Bien entendu, tout cela n’arriverait pas du jour au lendemain. Suivant les contingences politiques, ce pouvoir pourrait procéder d’abord par petites touches, et même faire quelques risettes aux uns et aux autres. Il essaierait de se trouver des alliés ou des transfuges du côté des Républicains (ce ne serait pas très difficile) ou même chez les anciens macronistes. Il attirerait aussi des opportunistes, carriéristes issus de la haute administration, de la magistrature, de l’armée et de la police… et aussi des médias. Mais dès son pouvoir un peu consolidé, il passerait à la vitesse supérieure et le masque de la dédiabolisation tomberait. Regardons Meloni en Italie ! Après quelques mois de tour de chauffe, elle a supprimé l’équivalent de notre RSA par un décret pris un 1er mai, elle multiplie les attaques judiciaires, elle autorise l’entrée des organisations anti IVG dans les conseils des maternités. Et, signe des temps, le 30 avril dernier 1 500 militants faisant le salut fasciste défilaient dans les rues de Milan.
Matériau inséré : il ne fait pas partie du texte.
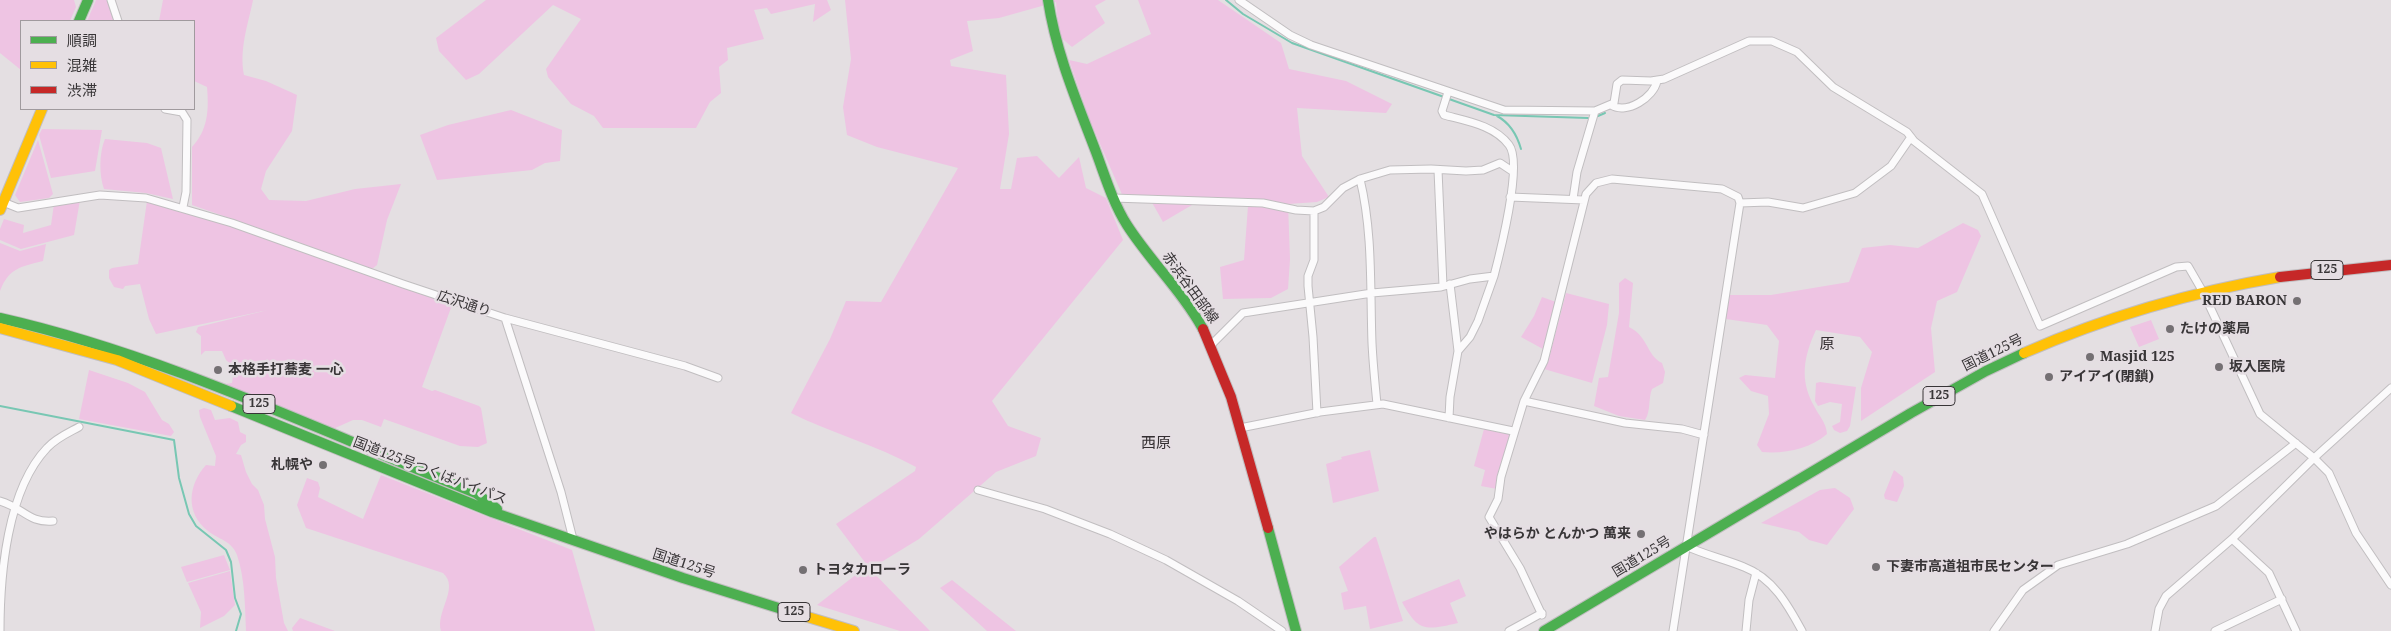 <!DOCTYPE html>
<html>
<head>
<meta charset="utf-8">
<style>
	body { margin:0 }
	#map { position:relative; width:2391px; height:631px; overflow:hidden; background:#e4dfe2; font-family:"Noto Serif","Noto Sans JP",serif }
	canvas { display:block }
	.legend { position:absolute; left:20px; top:20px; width:175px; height:90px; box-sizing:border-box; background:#e5dee3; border:1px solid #a09a9e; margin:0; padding:6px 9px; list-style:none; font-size:15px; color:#383537 }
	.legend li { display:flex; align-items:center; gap:10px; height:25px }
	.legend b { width:25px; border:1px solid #a09a9e }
</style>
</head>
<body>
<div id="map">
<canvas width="2391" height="631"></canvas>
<ul class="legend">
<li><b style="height:6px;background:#4caf50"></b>順調</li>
<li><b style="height:6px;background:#ffc107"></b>混雑</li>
<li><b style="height:6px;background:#c62828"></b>渋滞</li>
</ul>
</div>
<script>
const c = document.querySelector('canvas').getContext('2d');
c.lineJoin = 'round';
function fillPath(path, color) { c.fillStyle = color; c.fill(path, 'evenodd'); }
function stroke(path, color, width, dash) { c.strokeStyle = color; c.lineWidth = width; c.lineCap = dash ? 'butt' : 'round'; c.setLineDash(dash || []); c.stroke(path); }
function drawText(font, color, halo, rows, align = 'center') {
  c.font = font + ' "Noto Serif","Noto Sans JP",serif'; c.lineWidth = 5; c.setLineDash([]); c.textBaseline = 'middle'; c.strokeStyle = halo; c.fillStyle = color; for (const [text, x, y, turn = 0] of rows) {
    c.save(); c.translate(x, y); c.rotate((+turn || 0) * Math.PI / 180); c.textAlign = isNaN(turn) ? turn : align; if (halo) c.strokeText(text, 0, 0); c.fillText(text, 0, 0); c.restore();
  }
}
fillPath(new Path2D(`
	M0 0H74L76 7 70 21H21V70L0 53Z
	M96 0H107L114 21H87Z
	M163 0H253C248 25 239 49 244 75L266 81 297 95 292 131 266 171 261 189 269 200 306 201 355 189 401 184 387 220 377 265 372 269 256 227H247L241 222 192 205V147C208 130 209 110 207 87L194 81V21H159Z
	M486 0H827L831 10 813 22 815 4 771 14 767 8 754 10 764 39 727 48 728 60 719 67 721 93 710 102 696 128H603L594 116 571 104 548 77 546 69 581 19 553 5 479 74 466 80 439 51 436 38Z
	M845 0H1106L1095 6 1105 23 1072 47 1059 36 1056 2 999 18 967 21 973 51 950 60 951 66 1006 75 1009 134 1000 189H1011L1017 158 1037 156 1059 178 1079 157 1086 188 1106 198 1123 240 992 401 1008 426 1041 438 1036 456 996 472 919 539 870 569 836 524 915 471 916 467C876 445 831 433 791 413L830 339 846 301 881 302 958 168 877 147 847 135 843 107 851 59Z
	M1138 0H1218L1281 43 1289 69 1346 81 1392 104 1386 113 1297 108 1302 156 1329 197 1317 202 1288 204 1290 259 1288 289 1271 298 1223 299 1220 267 1244 260 1248 206 1192 205 1163 222 1150 199H1124L1090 121 1069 60 1087 64 1151 34Z
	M511 110 562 130 560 161 545 163 532 170 437 180 420 135 448 125Z
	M42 129 102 130 95 171 51 178 39 135Z
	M105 139 147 143 161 148 173 199 146 193 104 189C99 175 99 153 105 139Z
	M38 140 53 194 49 198 20 202 15 195Z
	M80 200 74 235 21 249 0 240V229L4 219 24 225 23 233 51 225 54 204Z
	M147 201 195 214 450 302 452 305 422 387 432 391 435 390 479 406 481 408 487 443 478 447 460 446 384 419 381 427 362 420H353L333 429 225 384 232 383 233 376 238 371 226 360 222 351H205L201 355V336L196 332 198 327 268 310 156 334 149 319 140 284 125 286 123 289 114 287 109 278V270L112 268 138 264Z
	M1963 223 1978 230 1981 236 1957 292 1937 301 1931 328 1935 372 1861 421V388L1872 352 1860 337 1816 330C1804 356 1799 379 1814 406 1819 416 1826 422 1827 434 1810 449 1785 454 1762 452L1757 445 1769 414 1768 396 1751 391 1739 378 1745 375 1775 378 1779 341 1767 325 1726 319 1729 295H1771L1849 282 1862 248 1890 245 1918 248Z
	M0 243 20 251 46 244 43 261C20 267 9 268 0 291Z
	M1625 278 1633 283 1629 327C1649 337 1646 355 1662 363L1665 372 1663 383 1652 389C1648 399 1651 411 1645 420L1619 416 1594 406 1599 378 1608 377 1619 313V283Z
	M1566 293 1609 304 1607 325 1592 383 1544 369 1548 362Z
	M1542 297 1556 302 1543 349 1521 337 1534 316Z
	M2151 320 2159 339 2139 347 2130 327Z
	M89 370 128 383 145 392 162 420 169 424 174 432 171 436 79 419Z
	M1820 382 1856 387 1850 426 1847 431 1840 433 1834 430 1832 426 1840 422 1842 404 1830 402 1818 406 1815 401 1816 383Z
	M204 408 211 410 215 420 230 418 238 422 240 432 246 435V442L241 445 236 454 241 455 246 472 252 484 258 490 264 505 265 519 275 557 276 578 284 623 288 631H246C245 607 245 578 237 555 232 541 218 539 208 531 185 513 188 485 206 465L215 466 216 456 200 417 199 410Z
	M1484 429 1507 432 1510 436 1497 489 1481 486 1485 470 1474 466Z
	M1370 450 1379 491 1333 503 1326 464 1342 459 1341 457Z
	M1894 470 1903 477 1904 486 1897 502 1885 499 1884 495Z
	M381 475 572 550 595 631H441C435 612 460 588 443 573L306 528 297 505 307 478 318 482 320 488 318 497 363 519Z
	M1835 488 1850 498 1854 509 1827 545 1809 540 1799 532 1761 523 1820 490Z
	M1374 537H1376L1403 621 1370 629 1366 606 1344 610 1341 593 1348 591 1339 567Z
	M224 555 230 570 187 582 181 567Z
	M867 566 930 631H900L817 605Z
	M230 571 235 605 224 616 200 628 201 612 188 583Z
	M1459 579 1466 596 1450 603 1458 623C1424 631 1418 631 1402 602Z
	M952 580 1016 631H987L940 588Z
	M300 618 335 631H293L292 628Z`), '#eec4e3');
stroke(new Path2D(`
	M1226 0 1243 14 1292 43 1444 97
	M1449 99 1494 115 1588 118
	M1497 116C1510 123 1517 135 1521 149
	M1598 116 1605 113
	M0 406 174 440 179 478 189 514 196 526 226 550 231 562 235 598 241 614 236 631`), '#78c7b3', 2);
const street = new Path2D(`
	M111 0 118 21
	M1239 0 1290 35 1311 45 1504 110 1595 111 1614 103 1617 84 1622 80 1651 81 1664 79 1749 41H1772L1797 52 1833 87 1907 132 1914 141 1982 194 2040 326 2176 267 2188 266 2203 292 2260 414 2314 458 2329 473 2356 533 2391 585
	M1611 105C1627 115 1654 97 1657 81
	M165 109 182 112 187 120 186 192 183 207
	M1438 170 1443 286
	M1360 179C1373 233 1370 288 1372 343 1373 364 1375 384 1377 404
	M1510 197 1584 200
	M1113 198 1263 203 1296 210 1314 211 1324 207 1343 188 1360 179 1390 170 1431 169 1466 171 1483 170 1500 163 1512 171
	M1573 199 1577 172 1595 111
	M3 202 18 208 100 195 146 198 232 223 403 284 505 318 561 492 573 539
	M1740 203 1768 202 1803 208 1855 193 1891 166 1911 137
	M1314 211V260L1308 276V286L1313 337 1317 413
	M1450 284 1458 351
	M505 318 685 366 718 378
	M1211 345 1243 313 1372 293 1441 287 1470 279 1494 276C1500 253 1523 163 1509 145 1494 125 1466 121 1444 115L1442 111 1448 92
	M1524 401 1625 423 1682 429 1704 435
	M1449 418 1450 397 1458 351 1470 337 1478 321 1494 276
	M1240 428 1320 412 1383 404 1513 431
	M978 490 1045 509 1110 534 1166 560 1238 601 1282 631
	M0 501C24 508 28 523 53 521
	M2232 539 2269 573 2296 631
	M1686 546C1705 555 1725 559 1744 567 1773 578 1788 605 1802 631
	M1542 615 1520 568 1489 517 1498 499 1501 477 1524 401 1544 361 1586 194 1596 183 1612 179 1722 189 1738 197 1740 203
	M0 631C0 575 7 490 47 448 56 438 68 433 79 427
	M1509 631 1542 613
	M1673 631 1740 203
	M1746 631 1749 600 1756 573
	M1994 631 2023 590 2058 565 2127 544 2216 506 2296 443
	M2155 631 2159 609 2166 596 2232 539 2314 458 2391 388
	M2215 631 2282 599`);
const fast = new Path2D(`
	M1048 0C1056 53 1077 102 1096 152 1105 176 1113 203 1127 225 1150 261 1182 291 1203 329
	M79 21 88 0
	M0 318C164 355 320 431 476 493L497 509
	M231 406 492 512 683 578 788 611
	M1268 528 1296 631
	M1544 631 1911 413 1986 371 2024 353`);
const slow = new Path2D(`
	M0 210 42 109
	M0 328 117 360 231 406
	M2024 353C2106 317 2191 292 2280 277
	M788 611 854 631`);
const jam = new Path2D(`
	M2280 277 2391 265
	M1203 329 1231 397 1268 528`);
stroke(street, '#c1bec0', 9);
stroke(fast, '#c1bec0', 12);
stroke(slow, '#c1bec0', 12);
stroke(jam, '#c1bec0', 12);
stroke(street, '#fbfafb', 7);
stroke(fast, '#4caf50', 10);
stroke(slow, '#ffc107', 10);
stroke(jam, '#c62828', 10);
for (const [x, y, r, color] of [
	[2297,301,5,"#747073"],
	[2170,329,5,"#747073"],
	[2090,357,5,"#747073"],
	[2219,367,5,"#747073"],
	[218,370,5,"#747073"],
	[2049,377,5,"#747073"],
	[323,465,5,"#747073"],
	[1641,534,5,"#747073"],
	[1876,567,5,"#747073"],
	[803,570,5,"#747073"]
]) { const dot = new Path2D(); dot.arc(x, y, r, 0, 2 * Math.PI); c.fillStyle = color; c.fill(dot); stroke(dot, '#e5dee3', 2); }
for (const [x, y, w] of [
	[2327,270,32],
	[1939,396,32],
	[259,404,32],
	[794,612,32]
]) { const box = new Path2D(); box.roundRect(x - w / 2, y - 9.5, w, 19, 4); c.fillStyle = '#e5dee3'; c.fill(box); stroke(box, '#383537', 1); }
drawText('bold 12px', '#383537', null, [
	["125",2327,270],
	["125",1939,396],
	["125",259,404],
	["125",794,612]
]);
drawText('14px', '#383537', '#e5dee3', [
	["赤浜谷田部線",1190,288,54],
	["広沢通り",464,304,18],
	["国道125号",1993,353,-26],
	["国道125号つくばバイパス",430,471,21],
	["国道125号",1642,557,-31],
	["国道125号",684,564,18]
]);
drawText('bold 14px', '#383537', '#e5dee3', [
	["RED BARON",2287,301,"right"],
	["たけの薬局",2180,329],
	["Masjid 125",2100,357],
	["坂入医院",2229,367],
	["本格手打蕎麦 一心",228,370],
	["アイアイ(閉鎖)",2059,377],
	["札幌や",313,465,"right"],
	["やはらか とんかつ 萬来",1631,534,"right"],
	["下妻市高道祖市民センター",1886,567],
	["トヨタカローラ",813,570]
], 'left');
drawText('15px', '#342f32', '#e5dee3', [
	["原",1827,345],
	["西原",1156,444]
]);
</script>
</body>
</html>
Noir c’est noir mais il y a de l’espoir !

Heureusement rien n’est écrit à l’avance ; nos résistances d’aujourd’hui face au macronisme donnent des forces pour s’opposer au fascisme du 21ème siècle qui se profile. N’en doutons pas, ce scénario catastrophe n’est pas inéluctable, il ne doit pas tétaniser les forces sociales progressistes, et il nous appartient de construire dès maintenant une contre- offensive dans l’unité la plus large possible. Dans un mois l’élection européenne va malheureusement peut être offrir aux partis d’extrême droite l’occasion de montrer leur force. Il n’est jamais trop tard pour faire mentir les sondages : le 9 juin, le rejet de la liste macroniste sera légitime !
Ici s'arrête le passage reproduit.